Translate

Jumat, 20 September 2024

Babad Tanah Jawi (107): Sunan Amangkurat Mas meminta bantuan ke Pasuruan

 Sementara itu Sang Raja yang baru saja lari dari istana, Susunan Amangkurat Mas telah mengirim utusan ke Pasuruan untuk meminta bantuan kepada Raden Surapati atau sekarang dikenal dengan nama Adipati Wiranagara. Raden Surapati kemudian mengirim kedua patihnya Ngabei Lor dan Ngabei Kidul untuk menjemput Raja Amangkurat Mas. Rombongan Raja Amangkurat juga sudah bergerak ke timur. Keduanya bertemu di Dermalang. Ngabei Kidul dan Ngabei Lor kemudian meminta izin kepada Raja Amangkurat untuk meneruskan perjalanan ke Kartasura. Mereka berdua hendak menyerang Kartasura. Sang Raja mengizinkan. Dengan pengawalan punggawa Kartasura Sang Raja kemudian meneruskan perjalanan melalui Ponorogo.

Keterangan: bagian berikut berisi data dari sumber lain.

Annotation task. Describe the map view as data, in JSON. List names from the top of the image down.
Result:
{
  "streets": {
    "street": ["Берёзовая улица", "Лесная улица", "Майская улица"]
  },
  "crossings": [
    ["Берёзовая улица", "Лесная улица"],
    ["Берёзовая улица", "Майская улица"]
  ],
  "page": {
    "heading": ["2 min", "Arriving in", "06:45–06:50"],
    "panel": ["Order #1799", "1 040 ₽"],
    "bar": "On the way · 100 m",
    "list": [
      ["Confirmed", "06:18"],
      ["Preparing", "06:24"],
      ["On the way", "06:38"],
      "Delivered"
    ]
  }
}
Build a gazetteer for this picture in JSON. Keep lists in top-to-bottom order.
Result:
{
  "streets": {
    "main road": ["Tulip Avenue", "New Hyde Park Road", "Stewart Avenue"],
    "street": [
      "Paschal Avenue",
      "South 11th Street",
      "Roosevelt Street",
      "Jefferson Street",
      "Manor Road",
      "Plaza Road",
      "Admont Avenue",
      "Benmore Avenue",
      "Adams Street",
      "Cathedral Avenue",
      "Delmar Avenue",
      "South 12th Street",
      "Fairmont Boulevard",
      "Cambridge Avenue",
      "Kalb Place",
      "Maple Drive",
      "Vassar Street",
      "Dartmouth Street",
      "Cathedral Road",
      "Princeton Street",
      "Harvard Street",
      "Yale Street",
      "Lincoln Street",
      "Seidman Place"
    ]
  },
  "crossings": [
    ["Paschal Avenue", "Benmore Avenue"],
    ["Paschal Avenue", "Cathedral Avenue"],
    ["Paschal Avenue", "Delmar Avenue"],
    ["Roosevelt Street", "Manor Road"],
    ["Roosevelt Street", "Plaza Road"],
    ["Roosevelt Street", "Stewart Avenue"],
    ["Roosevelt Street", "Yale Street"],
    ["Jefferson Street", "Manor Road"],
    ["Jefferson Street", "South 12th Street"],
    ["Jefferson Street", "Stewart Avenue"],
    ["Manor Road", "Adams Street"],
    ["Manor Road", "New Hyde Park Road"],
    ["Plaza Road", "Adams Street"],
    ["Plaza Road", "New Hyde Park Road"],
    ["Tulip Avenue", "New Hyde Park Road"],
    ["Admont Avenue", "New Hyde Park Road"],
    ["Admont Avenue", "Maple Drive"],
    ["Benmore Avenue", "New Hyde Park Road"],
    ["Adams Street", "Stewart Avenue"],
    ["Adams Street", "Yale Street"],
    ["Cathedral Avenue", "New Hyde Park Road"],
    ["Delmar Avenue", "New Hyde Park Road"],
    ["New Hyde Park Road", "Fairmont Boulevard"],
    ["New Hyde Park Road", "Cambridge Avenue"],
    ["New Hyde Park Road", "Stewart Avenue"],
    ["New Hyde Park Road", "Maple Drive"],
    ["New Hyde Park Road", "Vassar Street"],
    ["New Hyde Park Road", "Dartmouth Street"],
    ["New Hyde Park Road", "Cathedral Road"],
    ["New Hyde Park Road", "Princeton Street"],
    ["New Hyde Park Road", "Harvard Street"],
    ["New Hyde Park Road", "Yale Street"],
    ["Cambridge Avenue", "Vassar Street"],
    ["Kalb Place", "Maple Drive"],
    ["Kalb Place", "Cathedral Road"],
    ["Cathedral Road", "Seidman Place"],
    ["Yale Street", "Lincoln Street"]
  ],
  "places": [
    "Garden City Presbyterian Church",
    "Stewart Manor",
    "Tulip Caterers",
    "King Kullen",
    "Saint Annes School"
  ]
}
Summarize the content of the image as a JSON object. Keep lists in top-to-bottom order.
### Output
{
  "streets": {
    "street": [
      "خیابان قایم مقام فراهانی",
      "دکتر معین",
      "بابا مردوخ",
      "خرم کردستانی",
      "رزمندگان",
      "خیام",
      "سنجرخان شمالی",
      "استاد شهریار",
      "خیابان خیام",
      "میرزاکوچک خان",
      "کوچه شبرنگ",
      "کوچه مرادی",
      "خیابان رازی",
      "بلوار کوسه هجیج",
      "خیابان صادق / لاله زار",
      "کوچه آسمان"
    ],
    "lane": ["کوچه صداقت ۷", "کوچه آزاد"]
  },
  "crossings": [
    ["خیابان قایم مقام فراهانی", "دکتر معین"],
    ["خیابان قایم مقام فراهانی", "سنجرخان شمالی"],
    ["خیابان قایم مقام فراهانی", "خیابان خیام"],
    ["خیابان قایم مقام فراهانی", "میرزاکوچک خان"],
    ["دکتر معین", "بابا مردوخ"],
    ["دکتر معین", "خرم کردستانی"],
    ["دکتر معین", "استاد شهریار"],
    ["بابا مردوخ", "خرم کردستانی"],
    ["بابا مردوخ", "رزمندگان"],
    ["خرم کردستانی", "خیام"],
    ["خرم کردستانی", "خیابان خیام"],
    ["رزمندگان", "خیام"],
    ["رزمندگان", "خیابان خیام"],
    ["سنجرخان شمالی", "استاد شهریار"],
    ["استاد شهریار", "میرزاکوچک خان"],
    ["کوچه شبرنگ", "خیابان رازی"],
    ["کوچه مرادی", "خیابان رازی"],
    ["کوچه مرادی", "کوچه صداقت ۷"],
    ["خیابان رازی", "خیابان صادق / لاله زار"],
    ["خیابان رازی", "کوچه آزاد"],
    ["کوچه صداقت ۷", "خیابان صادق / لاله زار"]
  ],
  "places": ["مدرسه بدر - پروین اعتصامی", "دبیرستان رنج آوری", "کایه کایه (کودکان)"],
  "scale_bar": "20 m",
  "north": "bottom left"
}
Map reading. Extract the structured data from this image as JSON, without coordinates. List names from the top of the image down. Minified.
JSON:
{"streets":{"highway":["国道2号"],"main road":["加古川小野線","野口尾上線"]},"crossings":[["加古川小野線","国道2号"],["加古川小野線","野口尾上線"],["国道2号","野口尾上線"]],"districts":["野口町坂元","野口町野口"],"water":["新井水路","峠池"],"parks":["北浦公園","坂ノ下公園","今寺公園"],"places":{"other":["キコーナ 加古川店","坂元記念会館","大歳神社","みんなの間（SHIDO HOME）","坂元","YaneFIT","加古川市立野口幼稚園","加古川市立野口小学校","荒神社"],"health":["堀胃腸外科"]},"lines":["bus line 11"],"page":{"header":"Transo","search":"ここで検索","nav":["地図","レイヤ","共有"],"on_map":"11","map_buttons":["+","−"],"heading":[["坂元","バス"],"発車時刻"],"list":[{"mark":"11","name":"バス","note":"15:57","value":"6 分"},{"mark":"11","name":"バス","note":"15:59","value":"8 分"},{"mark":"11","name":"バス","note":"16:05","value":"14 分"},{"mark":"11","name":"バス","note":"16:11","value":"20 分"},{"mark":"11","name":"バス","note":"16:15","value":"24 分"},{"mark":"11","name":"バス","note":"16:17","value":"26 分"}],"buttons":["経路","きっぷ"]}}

Pasukan Pasuruan di bawah pimpinan Ngabei Kidul dan Ngabei Lor terus mendekati Kartasura. Sepanjang jalan mereka menjarah desa-desa. Orang-orang desa banyak yang mengungsi ke kota mencari perlindungan. Mereka kemudian melapor kepada Panembahan Madura dan Adipati Surabaya. Kedua pembesar itu masih berada di Kartasura beserta pasukan pesisir. Panembahan Madura kemudian memanggil para putra untuk bersiap menghadapi pasukan Pasuruan. Lagi-lagi tiga ksatria dari wilayah timur tampil, Ki Arya Jaya Puspita, Panji Surengrana dan Raden Suradiningrat. Ketiganya berangkat membawa pasukan Madura dan Surabaya.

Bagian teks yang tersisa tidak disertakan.